WHAT TO DO: Return all the entries exactly, keeping pictures out.

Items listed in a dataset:
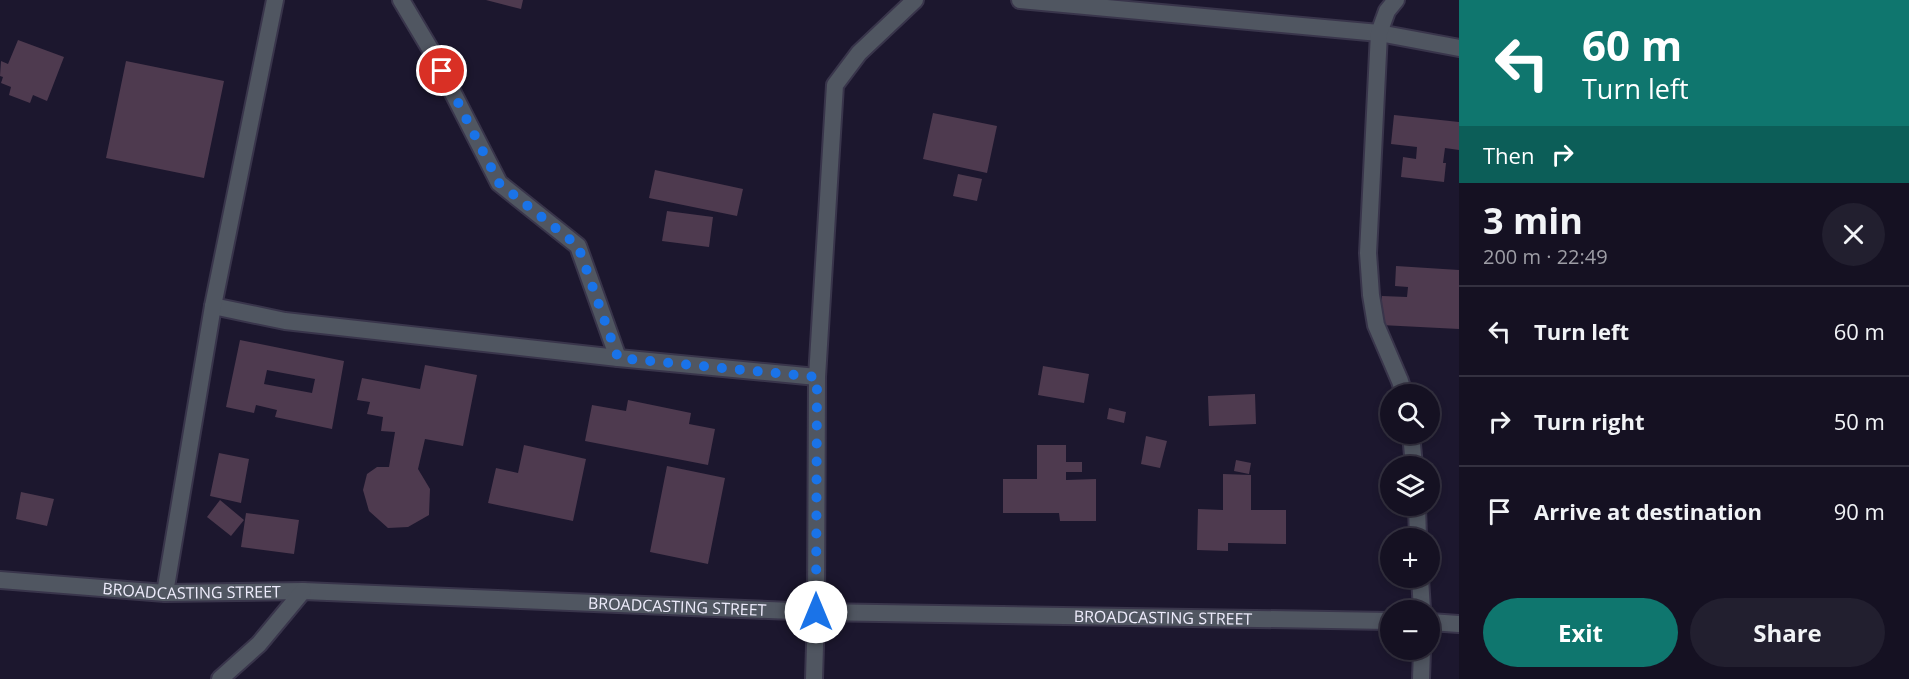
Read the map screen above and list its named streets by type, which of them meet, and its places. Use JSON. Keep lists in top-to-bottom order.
{
  "streets": {
    "street": ["BROADCASTING STREET"]
  },
  "page": {
    "turn": ["60 m", "Turn left"],
    "then": "Then",
    "heading": ["3 min", "200 m · 22:49"],
    "list": [
      {
        "name": "Turn left",
        "value": "60 m"
      },
      {
        "name": "Turn right",
        "value": "50 m"
      },
      {
        "name": "Arrive at destination",
        "value": "90 m"
      }
    ],
    "map_buttons": ["+", "−"],
    "buttons": ["Exit", "Share"]
  }
}
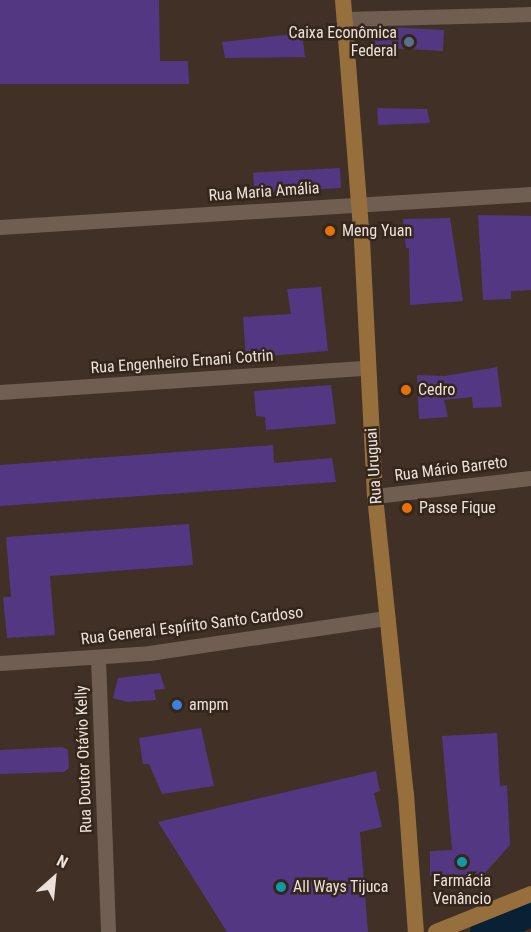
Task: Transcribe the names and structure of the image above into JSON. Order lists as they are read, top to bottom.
{
  "streets": {
    "main road": ["Rua Uruguai"],
    "street": [
      "Rua Maria Amália",
      "Rua Engenheiro Ernani Cotrin",
      "Rua Mário Barreto",
      "Rua General Espírito Santo Cardoso",
      "Rua Doutor Otávio Kelly"
    ]
  },
  "crossings": [
    ["Rua Maria Amália", "Rua Uruguai"],
    ["Rua Engenheiro Ernani Cotrin", "Rua Uruguai"],
    ["Rua Uruguai", "Rua Mário Barreto"],
    ["Rua Uruguai", "Rua General Espírito Santo Cardoso"],
    ["Rua General Espírito Santo Cardoso", "Rua Doutor Otávio Kelly"]
  ],
  "places": [
    "Caixa Econômica Federal",
    "Meng Yuan",
    "Cedro",
    "Passe Fique",
    "ampm",
    "Farmácia Venâncio",
    "All Ways Tijuca"
  ],
  "north": "top right"
}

FINISHED TASK:
Read the map screen above and list its named streets by type, which of them meet, and its places. Use JSON. Keep lists in top-to-bottom order.
{
  "streets": {
    "street": ["BROADCASTING STREET"]
  },
  "page": {
    "turn": ["60 m", "Turn left"],
    "then": "Then",
    "heading": ["3 min", "200 m · 22:49"],
    "list": [
      {
        "name": "Turn left",
        "value": "60 m"
      },
      {
        "name": "Turn right",
        "value": "50 m"
      },
      {
        "name": "Arrive at destination",
        "value": "90 m"
      }
    ],
    "map_buttons": ["+", "−"],
    "buttons": ["Exit", "Share"]
  }
}
Task: Transcribe the names and structure of the image above into JSON. Order lists as they are read, top to bottom.
{
  "streets": {
    "main road": ["Rua Uruguai"],
    "street": [
      "Rua Maria Amália",
      "Rua Engenheiro Ernani Cotrin",
      "Rua Mário Barreto",
      "Rua General Espírito Santo Cardoso",
      "Rua Doutor Otávio Kelly"
    ]
  },
  "crossings": [
    ["Rua Maria Amália", "Rua Uruguai"],
    ["Rua Engenheiro Ernani Cotrin", "Rua Uruguai"],
    ["Rua Uruguai", "Rua Mário Barreto"],
    ["Rua Uruguai", "Rua General Espírito Santo Cardoso"],
    ["Rua General Espírito Santo Cardoso", "Rua Doutor Otávio Kelly"]
  ],
  "places": [
    "Caixa Econômica Federal",
    "Meng Yuan",
    "Cedro",
    "Passe Fique",
    "ampm",
    "Farmácia Venâncio",
    "All Ways Tijuca"
  ],
  "north": "top right"
}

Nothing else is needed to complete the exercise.